Being diagnosed with Type 2 diabetes meant I had to come to terms with what had to change in my diet. A dietitian telling me about the glycemic index sent me on a research binge. What was a glycemic index and why did I have to care about it?
Where the glycemic index came from
Back in the 1980s, a group of researchers wanted to classify carbohydrates beyond just labeling them as “simple” or “complex.” Since it is primarily carbohydrates that impact blood glucose levels, they felt that measuring the “glycemic index” — how much each carbohydrate-containing food affects blood glucose — would improve our chances of picking the best carbohydrates for managing diabetes.
They gave pure glucose the highest number — 100. Then they tried to give every other carbohydrate-containing food a ranking based on how it affected blood glucose levels compared to pure glucose. Things like corn syrup and white rice were considered high glycemic because they have a significant impact on blood glucose levels.
Why not just stop eating carbohydrates?
It occurred to me that leaving carbohydrates out of my diet altogether would end the need for a glycemic index. What would be wrong with that?
Well, first of all, my body rebelled. I found I could not live happily on the other two food groups alone. Also, my research led me to discover the world of antioxidants, those wonderworkers that help prevent cell damage in the body.
Where are most of the antioxidants? In carbohydrate-containing foods, of course — things like berries, avocados, and spinach, to name a few.
So I had to make peace with the glycemic index. This turned out well, because it has helped me choose carbohydrates wisely.
High- versus low-glycemic foods
The idea of “good guy” carbs and “bad guy” carbs probably began with the glycemic index. The doctors decided that a value of 70 or higher meant a food was high glycemic.
This group includes items such as a variety of sweet treats, most foods made with refined grains, and many types of potato.

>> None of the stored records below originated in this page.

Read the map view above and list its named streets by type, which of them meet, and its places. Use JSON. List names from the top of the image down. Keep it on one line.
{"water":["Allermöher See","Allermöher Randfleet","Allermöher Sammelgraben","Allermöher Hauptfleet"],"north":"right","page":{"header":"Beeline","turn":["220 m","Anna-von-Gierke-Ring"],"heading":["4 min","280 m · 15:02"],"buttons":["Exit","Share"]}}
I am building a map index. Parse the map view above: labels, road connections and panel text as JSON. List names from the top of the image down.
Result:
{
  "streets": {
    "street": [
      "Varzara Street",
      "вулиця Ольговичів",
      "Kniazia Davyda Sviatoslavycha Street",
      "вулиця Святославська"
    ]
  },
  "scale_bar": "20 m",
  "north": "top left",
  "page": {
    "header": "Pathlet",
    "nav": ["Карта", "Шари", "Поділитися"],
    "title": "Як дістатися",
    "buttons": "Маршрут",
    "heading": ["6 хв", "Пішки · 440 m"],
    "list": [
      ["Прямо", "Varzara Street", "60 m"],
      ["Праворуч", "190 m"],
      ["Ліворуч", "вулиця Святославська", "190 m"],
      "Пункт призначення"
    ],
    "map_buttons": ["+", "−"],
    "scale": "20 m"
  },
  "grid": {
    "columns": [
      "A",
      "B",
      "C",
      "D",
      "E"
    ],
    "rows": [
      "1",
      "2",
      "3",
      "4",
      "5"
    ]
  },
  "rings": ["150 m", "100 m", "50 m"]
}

The worst news for me was the fruits that are high glycemic — things like watermelons and dates.
The medium-glycemic foods were given numbers from 56 to 69. Some of them are boiled white potatoes, oranges, spaghetti, rye, beets, and corn. Finding a potato in this group made it easier to accept the glycemic index.
The low-glycemic foods are all those with an index below 55, and this group is huge. Most of the fruits and vegetables, including beans, are here. At least one grain is low glycemic, too: steel-cut oats.

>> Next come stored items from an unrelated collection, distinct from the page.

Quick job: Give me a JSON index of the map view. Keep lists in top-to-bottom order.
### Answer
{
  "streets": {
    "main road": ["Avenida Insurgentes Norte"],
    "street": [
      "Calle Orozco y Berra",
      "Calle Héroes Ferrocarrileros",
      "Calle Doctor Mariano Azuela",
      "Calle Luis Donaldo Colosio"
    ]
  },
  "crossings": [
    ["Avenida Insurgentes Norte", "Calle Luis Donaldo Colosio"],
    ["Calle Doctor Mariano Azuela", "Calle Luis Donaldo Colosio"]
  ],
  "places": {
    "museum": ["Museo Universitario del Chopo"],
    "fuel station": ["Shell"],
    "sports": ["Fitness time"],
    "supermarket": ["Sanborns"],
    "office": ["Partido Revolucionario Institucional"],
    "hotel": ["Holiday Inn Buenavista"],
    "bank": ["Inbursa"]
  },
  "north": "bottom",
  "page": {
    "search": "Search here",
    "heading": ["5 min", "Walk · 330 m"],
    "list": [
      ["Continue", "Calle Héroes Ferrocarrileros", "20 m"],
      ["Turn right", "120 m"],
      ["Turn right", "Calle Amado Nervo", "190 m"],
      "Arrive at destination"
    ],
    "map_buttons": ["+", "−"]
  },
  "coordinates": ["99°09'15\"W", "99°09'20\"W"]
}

It was a relief to see that nuts are way down on the glycemic index, some as low as 13. They are high in calories but full of fiber and good fats.
What the index taught me
From the glycemic index, I learned that fiber slows down the impact of carbohydrates, which means less insulin will be required. It also showed me the importance of good fats in things like nuts and avocados.
Both fiber and good fats slow down digestion, which is wonderful news for people with impaired insulin response from diabetes. Of course, protein digests slowly, too. It is primarily carbohydrate that increases our insulin needs.

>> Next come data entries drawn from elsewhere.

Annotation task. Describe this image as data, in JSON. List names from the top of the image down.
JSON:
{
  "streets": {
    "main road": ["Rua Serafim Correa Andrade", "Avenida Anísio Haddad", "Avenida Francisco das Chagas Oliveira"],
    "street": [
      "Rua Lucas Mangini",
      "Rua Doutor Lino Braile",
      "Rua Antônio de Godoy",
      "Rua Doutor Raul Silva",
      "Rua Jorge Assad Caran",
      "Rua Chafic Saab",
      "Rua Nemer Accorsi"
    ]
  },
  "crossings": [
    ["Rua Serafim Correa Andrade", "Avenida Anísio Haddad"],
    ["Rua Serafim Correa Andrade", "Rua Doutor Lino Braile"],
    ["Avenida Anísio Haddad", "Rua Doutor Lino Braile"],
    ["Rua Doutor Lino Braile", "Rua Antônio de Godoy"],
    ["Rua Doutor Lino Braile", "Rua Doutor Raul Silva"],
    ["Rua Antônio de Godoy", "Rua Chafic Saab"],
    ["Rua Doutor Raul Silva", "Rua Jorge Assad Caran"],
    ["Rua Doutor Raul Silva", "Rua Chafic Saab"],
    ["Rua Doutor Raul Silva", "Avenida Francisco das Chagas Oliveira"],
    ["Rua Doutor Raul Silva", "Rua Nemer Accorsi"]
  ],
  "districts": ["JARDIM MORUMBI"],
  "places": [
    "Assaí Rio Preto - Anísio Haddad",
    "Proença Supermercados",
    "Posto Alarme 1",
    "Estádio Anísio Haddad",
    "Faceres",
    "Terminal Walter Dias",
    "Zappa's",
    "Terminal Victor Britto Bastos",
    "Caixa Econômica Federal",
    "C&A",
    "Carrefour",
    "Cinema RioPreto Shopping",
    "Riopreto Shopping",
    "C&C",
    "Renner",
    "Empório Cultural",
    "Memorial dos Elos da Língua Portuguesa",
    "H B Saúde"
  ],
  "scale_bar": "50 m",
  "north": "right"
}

Understanding this made it much easier to decide what carbohydrates to eat, and why fast foods are so bad for us: With most of the fiber removed and things like hidden sugars and salt added, processed meals are out.
It is a good idea to bring common sense to everything you learn about eating well with diabetes. This is not just a diet. It is a way of life, so my advice is to eat what you like. Some diabetes recipes will appeal to you, while others include things you have never heard of and will never try.
Learning a better way to eat for those of us with diabetes takes time and effort, and there are always new rules and new ideas that might help.
If you have diabetes, the glycemic index was made for you, so you might find it useful. After I got over my battle with the index, I actually came to appreciate it. Maybe you will, too.